- _Assignment_
Somewhere below are a line with "M132 210 155" and a later line with "M264 925 270 930". Output exactly those lines and all lines between them.

- _Given records_
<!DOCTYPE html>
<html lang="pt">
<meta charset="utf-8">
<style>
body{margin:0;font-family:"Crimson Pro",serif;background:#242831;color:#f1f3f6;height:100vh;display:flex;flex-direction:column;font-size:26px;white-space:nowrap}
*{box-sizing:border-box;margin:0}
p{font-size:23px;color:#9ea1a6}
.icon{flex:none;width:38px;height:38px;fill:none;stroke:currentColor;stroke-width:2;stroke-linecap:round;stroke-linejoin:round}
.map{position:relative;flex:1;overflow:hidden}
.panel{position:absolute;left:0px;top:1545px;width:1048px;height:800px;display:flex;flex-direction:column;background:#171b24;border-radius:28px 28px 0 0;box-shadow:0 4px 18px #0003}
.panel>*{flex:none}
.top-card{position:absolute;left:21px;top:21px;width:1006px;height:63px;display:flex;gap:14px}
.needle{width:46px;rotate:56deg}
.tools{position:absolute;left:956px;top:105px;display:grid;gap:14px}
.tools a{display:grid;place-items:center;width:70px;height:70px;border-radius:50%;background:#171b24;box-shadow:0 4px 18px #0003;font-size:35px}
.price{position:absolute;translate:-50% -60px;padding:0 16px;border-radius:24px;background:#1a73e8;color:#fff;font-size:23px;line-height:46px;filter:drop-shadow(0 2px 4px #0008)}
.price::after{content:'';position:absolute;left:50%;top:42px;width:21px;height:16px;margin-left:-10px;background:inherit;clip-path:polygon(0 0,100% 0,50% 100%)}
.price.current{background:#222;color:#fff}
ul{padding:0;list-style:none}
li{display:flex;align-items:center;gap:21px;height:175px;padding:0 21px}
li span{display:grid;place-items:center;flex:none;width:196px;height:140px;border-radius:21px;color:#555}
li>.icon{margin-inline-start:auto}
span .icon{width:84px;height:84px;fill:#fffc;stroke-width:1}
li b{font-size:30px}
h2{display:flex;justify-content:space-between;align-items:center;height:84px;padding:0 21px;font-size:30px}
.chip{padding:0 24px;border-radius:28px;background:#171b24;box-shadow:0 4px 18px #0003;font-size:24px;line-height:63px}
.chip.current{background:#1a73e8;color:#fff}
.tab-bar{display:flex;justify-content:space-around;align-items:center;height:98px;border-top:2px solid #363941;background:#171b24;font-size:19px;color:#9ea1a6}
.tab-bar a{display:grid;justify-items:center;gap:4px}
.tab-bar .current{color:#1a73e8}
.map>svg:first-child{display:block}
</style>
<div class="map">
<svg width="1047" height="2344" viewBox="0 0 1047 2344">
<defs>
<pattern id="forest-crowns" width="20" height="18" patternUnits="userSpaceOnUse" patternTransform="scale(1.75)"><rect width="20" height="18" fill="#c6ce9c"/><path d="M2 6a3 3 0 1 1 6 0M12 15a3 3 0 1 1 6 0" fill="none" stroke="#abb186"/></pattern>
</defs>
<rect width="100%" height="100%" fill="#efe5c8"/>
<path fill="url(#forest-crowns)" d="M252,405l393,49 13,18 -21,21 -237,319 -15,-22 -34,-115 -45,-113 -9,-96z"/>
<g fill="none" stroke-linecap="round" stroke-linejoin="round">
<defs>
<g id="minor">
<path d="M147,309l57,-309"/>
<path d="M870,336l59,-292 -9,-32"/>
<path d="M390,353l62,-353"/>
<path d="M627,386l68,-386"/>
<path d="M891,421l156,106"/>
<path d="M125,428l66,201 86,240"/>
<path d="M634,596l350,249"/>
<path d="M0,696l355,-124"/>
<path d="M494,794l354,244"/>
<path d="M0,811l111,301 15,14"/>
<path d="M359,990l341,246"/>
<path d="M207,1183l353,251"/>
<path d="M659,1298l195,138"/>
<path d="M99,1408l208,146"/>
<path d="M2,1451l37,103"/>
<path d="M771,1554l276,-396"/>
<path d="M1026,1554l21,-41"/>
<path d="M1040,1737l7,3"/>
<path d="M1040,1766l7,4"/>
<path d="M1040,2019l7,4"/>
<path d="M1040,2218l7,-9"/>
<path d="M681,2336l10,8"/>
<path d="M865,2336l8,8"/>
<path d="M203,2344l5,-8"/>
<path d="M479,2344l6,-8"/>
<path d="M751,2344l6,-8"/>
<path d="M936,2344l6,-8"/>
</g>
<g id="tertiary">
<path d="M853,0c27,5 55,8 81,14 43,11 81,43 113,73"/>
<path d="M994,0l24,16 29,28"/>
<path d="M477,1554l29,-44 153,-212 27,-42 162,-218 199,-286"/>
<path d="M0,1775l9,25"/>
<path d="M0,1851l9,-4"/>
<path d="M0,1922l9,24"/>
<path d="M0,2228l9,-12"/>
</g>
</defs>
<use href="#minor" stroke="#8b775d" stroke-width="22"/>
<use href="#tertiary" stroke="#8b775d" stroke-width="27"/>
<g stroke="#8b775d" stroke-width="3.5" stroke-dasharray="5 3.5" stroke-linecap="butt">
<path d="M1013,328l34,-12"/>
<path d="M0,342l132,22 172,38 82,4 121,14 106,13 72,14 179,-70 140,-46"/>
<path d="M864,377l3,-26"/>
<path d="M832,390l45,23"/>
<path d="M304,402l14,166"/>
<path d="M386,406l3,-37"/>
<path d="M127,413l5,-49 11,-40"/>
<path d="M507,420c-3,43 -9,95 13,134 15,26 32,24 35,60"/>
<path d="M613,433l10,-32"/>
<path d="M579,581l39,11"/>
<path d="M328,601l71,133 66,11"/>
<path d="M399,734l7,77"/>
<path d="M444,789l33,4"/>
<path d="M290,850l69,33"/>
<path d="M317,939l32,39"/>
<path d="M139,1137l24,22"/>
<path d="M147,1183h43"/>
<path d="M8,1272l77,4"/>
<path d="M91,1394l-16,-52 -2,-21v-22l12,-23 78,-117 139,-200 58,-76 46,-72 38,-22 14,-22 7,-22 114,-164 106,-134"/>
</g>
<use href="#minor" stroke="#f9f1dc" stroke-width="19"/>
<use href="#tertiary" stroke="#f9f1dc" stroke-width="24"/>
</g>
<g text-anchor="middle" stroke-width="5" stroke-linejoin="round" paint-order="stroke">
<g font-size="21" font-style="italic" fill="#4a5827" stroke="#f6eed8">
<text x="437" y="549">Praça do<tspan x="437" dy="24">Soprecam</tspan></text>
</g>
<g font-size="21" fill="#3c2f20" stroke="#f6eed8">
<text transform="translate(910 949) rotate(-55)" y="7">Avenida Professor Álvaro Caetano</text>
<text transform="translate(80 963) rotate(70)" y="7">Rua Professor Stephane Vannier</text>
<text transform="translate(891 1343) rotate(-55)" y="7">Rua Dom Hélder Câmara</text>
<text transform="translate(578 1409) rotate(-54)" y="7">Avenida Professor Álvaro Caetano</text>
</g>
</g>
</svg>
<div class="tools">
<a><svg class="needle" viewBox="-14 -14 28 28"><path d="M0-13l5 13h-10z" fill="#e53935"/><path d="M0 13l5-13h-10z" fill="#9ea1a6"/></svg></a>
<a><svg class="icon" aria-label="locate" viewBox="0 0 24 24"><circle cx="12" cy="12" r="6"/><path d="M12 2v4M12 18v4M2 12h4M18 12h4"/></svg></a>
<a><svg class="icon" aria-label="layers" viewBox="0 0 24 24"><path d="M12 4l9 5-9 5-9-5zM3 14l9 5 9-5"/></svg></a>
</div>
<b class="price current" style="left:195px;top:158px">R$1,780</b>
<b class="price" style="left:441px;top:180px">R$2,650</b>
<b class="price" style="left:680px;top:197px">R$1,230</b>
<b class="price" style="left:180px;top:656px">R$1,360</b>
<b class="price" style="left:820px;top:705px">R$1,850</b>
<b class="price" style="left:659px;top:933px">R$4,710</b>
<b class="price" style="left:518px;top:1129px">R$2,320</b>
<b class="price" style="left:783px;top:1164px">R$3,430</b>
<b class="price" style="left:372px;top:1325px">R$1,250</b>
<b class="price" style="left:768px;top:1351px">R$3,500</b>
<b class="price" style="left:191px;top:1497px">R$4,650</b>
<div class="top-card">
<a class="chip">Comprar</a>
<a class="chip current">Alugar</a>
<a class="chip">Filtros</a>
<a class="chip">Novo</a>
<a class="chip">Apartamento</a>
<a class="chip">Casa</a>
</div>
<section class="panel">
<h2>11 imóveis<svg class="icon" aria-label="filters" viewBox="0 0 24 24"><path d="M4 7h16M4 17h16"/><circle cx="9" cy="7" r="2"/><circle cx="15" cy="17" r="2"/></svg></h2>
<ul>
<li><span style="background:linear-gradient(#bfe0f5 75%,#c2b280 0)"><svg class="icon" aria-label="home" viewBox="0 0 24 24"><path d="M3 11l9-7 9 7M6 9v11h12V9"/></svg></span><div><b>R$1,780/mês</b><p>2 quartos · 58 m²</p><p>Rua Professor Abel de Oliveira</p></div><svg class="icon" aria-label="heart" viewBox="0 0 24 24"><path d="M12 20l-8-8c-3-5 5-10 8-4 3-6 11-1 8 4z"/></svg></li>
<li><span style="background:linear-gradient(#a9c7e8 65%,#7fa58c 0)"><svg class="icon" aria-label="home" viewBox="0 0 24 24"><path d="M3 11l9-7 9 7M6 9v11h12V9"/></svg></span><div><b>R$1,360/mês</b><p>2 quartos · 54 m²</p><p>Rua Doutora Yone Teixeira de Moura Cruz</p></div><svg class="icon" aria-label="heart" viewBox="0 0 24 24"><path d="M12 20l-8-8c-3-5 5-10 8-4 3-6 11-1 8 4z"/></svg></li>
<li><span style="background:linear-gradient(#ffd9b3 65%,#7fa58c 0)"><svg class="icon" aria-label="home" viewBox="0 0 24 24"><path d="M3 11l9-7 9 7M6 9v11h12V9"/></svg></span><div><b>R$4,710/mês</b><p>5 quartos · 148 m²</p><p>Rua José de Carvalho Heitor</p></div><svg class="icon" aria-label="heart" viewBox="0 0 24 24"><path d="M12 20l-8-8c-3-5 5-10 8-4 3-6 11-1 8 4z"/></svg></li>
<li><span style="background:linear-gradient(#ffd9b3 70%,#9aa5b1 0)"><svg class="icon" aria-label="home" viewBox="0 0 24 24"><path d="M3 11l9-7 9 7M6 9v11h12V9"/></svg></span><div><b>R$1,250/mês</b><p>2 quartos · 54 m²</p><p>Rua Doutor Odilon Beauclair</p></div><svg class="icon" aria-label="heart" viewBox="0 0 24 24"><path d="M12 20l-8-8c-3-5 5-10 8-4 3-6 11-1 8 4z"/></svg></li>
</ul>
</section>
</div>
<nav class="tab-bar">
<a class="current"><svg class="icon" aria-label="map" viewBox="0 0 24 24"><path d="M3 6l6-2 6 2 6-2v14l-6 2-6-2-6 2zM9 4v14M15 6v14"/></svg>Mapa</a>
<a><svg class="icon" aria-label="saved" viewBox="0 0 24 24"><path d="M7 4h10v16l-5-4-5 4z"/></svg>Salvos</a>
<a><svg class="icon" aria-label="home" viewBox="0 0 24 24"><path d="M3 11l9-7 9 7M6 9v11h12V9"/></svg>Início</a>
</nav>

--

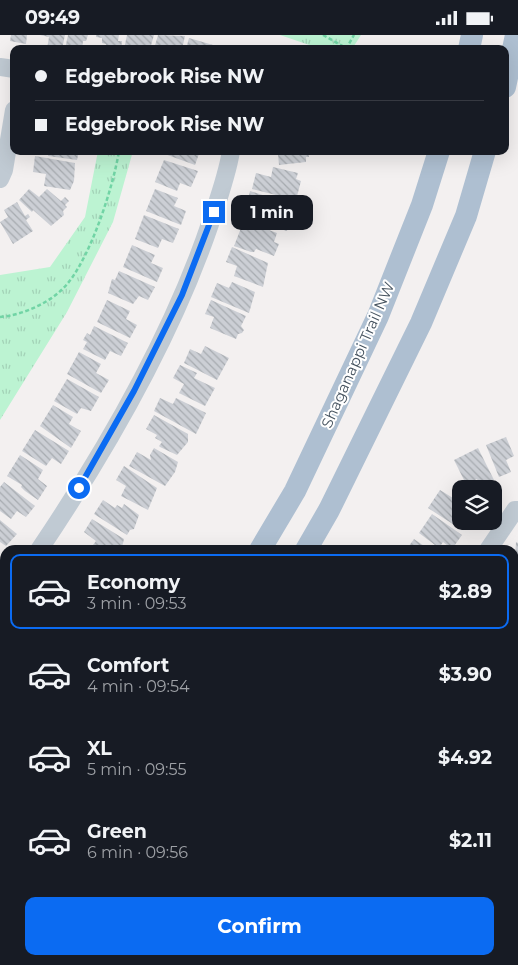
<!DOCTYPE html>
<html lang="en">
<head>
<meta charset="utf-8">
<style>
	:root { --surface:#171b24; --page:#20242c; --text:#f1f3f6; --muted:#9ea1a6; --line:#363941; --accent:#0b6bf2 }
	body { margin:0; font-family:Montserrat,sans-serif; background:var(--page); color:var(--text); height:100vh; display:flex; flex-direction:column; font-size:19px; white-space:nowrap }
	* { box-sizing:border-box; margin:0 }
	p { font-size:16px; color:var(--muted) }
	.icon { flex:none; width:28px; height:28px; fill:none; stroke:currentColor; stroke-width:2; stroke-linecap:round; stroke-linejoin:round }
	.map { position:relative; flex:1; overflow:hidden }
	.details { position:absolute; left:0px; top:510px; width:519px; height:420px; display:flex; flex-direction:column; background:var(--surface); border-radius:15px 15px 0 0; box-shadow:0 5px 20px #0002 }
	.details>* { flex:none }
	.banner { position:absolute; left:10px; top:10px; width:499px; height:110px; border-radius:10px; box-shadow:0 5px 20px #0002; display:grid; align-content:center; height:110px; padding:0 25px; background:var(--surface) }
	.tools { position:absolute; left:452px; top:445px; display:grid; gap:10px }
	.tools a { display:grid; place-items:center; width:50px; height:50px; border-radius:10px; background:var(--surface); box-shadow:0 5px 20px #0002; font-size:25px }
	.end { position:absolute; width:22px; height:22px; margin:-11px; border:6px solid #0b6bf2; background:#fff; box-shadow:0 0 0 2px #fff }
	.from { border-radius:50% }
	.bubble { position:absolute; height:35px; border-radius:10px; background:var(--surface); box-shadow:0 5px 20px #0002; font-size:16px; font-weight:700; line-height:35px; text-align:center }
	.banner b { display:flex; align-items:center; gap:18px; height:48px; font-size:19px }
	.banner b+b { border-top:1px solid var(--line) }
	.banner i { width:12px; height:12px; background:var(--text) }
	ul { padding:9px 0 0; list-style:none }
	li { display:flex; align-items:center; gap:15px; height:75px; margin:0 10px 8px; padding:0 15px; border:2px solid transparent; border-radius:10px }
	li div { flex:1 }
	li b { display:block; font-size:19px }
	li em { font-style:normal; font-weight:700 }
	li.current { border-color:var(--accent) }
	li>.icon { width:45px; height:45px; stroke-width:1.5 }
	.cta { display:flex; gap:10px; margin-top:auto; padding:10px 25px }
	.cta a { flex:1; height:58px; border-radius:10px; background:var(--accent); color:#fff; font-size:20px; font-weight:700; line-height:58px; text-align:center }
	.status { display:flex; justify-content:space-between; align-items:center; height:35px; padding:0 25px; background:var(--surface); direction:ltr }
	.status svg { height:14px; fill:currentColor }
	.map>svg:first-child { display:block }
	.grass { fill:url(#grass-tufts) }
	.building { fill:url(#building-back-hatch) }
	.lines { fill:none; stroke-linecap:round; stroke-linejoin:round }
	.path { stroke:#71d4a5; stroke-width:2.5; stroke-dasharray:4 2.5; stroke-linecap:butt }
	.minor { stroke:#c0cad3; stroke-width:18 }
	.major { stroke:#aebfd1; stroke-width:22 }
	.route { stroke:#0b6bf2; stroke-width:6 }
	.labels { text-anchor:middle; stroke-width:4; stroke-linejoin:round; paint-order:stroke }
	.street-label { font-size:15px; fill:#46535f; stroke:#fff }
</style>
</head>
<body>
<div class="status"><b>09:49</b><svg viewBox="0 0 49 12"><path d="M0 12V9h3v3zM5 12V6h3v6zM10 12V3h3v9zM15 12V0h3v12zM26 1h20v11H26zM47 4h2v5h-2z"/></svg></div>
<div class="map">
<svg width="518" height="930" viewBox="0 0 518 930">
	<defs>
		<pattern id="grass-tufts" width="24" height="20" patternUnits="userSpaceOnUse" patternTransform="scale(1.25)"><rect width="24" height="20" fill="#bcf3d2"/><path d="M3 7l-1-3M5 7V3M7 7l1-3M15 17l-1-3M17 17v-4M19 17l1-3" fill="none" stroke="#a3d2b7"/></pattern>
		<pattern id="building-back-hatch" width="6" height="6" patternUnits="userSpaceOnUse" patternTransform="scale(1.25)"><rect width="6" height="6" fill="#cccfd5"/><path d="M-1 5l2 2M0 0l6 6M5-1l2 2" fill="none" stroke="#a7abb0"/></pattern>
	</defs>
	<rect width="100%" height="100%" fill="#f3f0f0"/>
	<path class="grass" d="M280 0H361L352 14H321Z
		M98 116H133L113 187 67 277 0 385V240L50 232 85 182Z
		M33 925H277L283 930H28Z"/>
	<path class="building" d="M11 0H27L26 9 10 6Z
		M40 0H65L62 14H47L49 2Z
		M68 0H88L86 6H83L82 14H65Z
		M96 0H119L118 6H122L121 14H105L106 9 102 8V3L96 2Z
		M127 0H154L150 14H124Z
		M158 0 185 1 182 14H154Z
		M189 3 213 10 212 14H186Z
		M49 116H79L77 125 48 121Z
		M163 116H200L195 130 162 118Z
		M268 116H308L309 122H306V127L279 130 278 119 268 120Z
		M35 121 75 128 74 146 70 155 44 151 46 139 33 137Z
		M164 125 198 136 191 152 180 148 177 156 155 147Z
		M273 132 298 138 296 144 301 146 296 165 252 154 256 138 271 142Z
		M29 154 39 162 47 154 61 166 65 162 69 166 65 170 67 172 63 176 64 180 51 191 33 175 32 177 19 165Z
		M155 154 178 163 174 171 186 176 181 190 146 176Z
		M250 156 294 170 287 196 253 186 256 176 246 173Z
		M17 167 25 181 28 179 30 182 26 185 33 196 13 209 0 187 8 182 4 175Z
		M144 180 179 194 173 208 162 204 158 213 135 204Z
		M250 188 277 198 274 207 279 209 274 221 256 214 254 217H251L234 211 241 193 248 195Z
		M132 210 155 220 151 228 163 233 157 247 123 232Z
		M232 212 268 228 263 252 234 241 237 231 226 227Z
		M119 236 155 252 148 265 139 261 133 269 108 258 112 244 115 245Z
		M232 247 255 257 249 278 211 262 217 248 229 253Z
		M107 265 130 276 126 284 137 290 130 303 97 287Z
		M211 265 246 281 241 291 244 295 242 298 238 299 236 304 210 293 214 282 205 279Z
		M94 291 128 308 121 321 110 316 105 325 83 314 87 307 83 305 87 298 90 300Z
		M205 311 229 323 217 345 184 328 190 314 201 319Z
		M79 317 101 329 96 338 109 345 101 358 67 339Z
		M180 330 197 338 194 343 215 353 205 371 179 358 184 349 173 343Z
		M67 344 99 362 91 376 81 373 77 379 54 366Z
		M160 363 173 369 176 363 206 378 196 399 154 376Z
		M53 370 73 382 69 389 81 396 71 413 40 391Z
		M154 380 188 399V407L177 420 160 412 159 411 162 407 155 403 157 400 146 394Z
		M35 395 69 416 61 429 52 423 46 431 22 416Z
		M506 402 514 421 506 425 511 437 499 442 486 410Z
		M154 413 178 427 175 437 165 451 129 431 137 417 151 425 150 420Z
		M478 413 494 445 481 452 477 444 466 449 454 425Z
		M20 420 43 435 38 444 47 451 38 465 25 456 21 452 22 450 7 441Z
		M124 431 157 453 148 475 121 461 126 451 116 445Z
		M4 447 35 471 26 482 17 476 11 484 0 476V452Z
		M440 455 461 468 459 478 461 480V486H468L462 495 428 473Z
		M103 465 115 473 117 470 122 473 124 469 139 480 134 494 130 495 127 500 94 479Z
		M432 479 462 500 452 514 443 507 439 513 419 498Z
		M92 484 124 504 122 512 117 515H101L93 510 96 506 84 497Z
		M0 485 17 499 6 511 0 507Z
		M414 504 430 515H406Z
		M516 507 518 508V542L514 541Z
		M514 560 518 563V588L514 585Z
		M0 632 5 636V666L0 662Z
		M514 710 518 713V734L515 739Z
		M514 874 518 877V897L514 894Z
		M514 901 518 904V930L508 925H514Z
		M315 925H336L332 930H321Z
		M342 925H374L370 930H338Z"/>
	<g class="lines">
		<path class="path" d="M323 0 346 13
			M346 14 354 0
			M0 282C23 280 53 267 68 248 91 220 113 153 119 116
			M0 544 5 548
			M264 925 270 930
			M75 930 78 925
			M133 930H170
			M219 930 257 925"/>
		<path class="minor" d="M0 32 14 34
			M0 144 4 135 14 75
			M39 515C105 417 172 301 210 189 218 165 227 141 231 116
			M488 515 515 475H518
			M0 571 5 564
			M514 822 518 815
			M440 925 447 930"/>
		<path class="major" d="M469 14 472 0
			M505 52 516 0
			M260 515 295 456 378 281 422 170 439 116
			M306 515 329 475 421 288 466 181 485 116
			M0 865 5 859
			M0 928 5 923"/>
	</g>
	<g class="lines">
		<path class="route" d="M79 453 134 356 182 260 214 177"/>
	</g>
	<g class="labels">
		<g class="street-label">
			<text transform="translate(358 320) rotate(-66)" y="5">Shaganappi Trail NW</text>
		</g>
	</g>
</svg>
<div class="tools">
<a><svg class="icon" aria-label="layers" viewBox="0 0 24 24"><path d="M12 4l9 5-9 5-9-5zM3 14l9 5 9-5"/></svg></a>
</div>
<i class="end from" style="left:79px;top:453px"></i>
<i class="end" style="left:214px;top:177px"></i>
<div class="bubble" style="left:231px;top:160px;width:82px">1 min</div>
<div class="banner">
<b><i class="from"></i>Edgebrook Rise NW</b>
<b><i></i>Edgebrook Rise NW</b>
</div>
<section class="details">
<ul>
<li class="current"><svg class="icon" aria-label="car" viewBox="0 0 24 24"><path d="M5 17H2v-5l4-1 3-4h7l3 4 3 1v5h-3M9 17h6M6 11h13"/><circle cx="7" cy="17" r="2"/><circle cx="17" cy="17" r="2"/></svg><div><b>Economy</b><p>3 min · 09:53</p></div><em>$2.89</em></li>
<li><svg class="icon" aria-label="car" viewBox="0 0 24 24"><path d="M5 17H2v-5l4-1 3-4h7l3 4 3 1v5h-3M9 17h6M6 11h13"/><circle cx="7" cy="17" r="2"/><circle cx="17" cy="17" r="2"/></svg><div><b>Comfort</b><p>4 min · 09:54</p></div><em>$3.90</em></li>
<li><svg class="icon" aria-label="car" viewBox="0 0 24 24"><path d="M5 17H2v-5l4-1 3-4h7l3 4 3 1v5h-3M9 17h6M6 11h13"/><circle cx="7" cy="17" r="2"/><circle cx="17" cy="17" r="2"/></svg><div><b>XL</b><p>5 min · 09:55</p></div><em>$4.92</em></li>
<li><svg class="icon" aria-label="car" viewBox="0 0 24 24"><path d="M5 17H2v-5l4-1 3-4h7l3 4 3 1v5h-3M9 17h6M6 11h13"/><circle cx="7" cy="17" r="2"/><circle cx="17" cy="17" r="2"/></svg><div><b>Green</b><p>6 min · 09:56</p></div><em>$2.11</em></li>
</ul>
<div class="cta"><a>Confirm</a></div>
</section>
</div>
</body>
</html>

- _Response to this task_
		M132 210 155 220 151 228 163 233 157 247 123 232Z
		M232 212 268 228 263 252 234 241 237 231 226 227Z
		M119 236 155 252 148 265 139 261 133 269 108 258 112 244 115 245Z
		M232 247 255 257 249 278 211 262 217 248 229 253Z
		M107 265 130 276 126 284 137 290 130 303 97 287Z
		M211 265 246 281 241 291 244 295 242 298 238 299 236 304 210 293 214 282 205 279Z
		M94 291 128 308 121 321 110 316 105 325 83 314 87 307 83 305 87 298 90 300Z
		M205 311 229 323 217 345 184 328 190 314 201 319Z
		M79 317 101 329 96 338 109 345 101 358 67 339Z
		M180 330 197 338 194 343 215 353 205 371 179 358 184 349 173 343Z
		M67 344 99 362 91 376 81 373 77 379 54 366Z
		M160 363 173 369 176 363 206 378 196 399 154 376Z
		M53 370 73 382 69 389 81 396 71 413 40 391Z
		M154 380 188 399V407L177 420 160 412 159 411 162 407 155 403 157 400 146 394Z
		M35 395 69 416 61 429 52 423 46 431 22 416Z
		M506 402 514 421 506 425 511 437 499 442 486 410Z
		M154 413 178 427 175 437 165 451 129 431 137 417 151 425 150 420Z
		M478 413 494 445 481 452 477 444 466 449 454 425Z
		M20 420 43 435 38 444 47 451 38 465 25 456 21 452 22 450 7 441Z
		M124 431 157 453 148 475 121 461 126 451 116 445Z
		M4 447 35 471 26 482 17 476 11 484 0 476V452Z
		M440 455 461 468 459 478 461 480V486H468L462 495 428 473Z
		M103 465 115 473 117 470 122 473 124 469 139 480 134 494 130 495 127 500 94 479Z
		M432 479 462 500 452 514 443 507 439 513 419 498Z
		M92 484 124 504 122 512 117 515H101L93 510 96 506 84 497Z
		M0 485 17 499 6 511 0 507Z
		M414 504 430 515H406Z
		M516 507 518 508V542L514 541Z
		M514 560 518 563V588L514 585Z
		M0 632 5 636V666L0 662Z
		M514 710 518 713V734L515 739Z
		M514 874 518 877V897L514 894Z
		M514 901 518 904V930L508 925H514Z
		M315 925H336L332 930H321Z
		M342 925H374L370 930H338Z"/>
	<g class="lines">
		<path class="path" d="M323 0 346 13
			M346 14 354 0
			M0 282C23 280 53 267 68 248 91 220 113 153 119 116
			M0 544 5 548
			M264 925 270 930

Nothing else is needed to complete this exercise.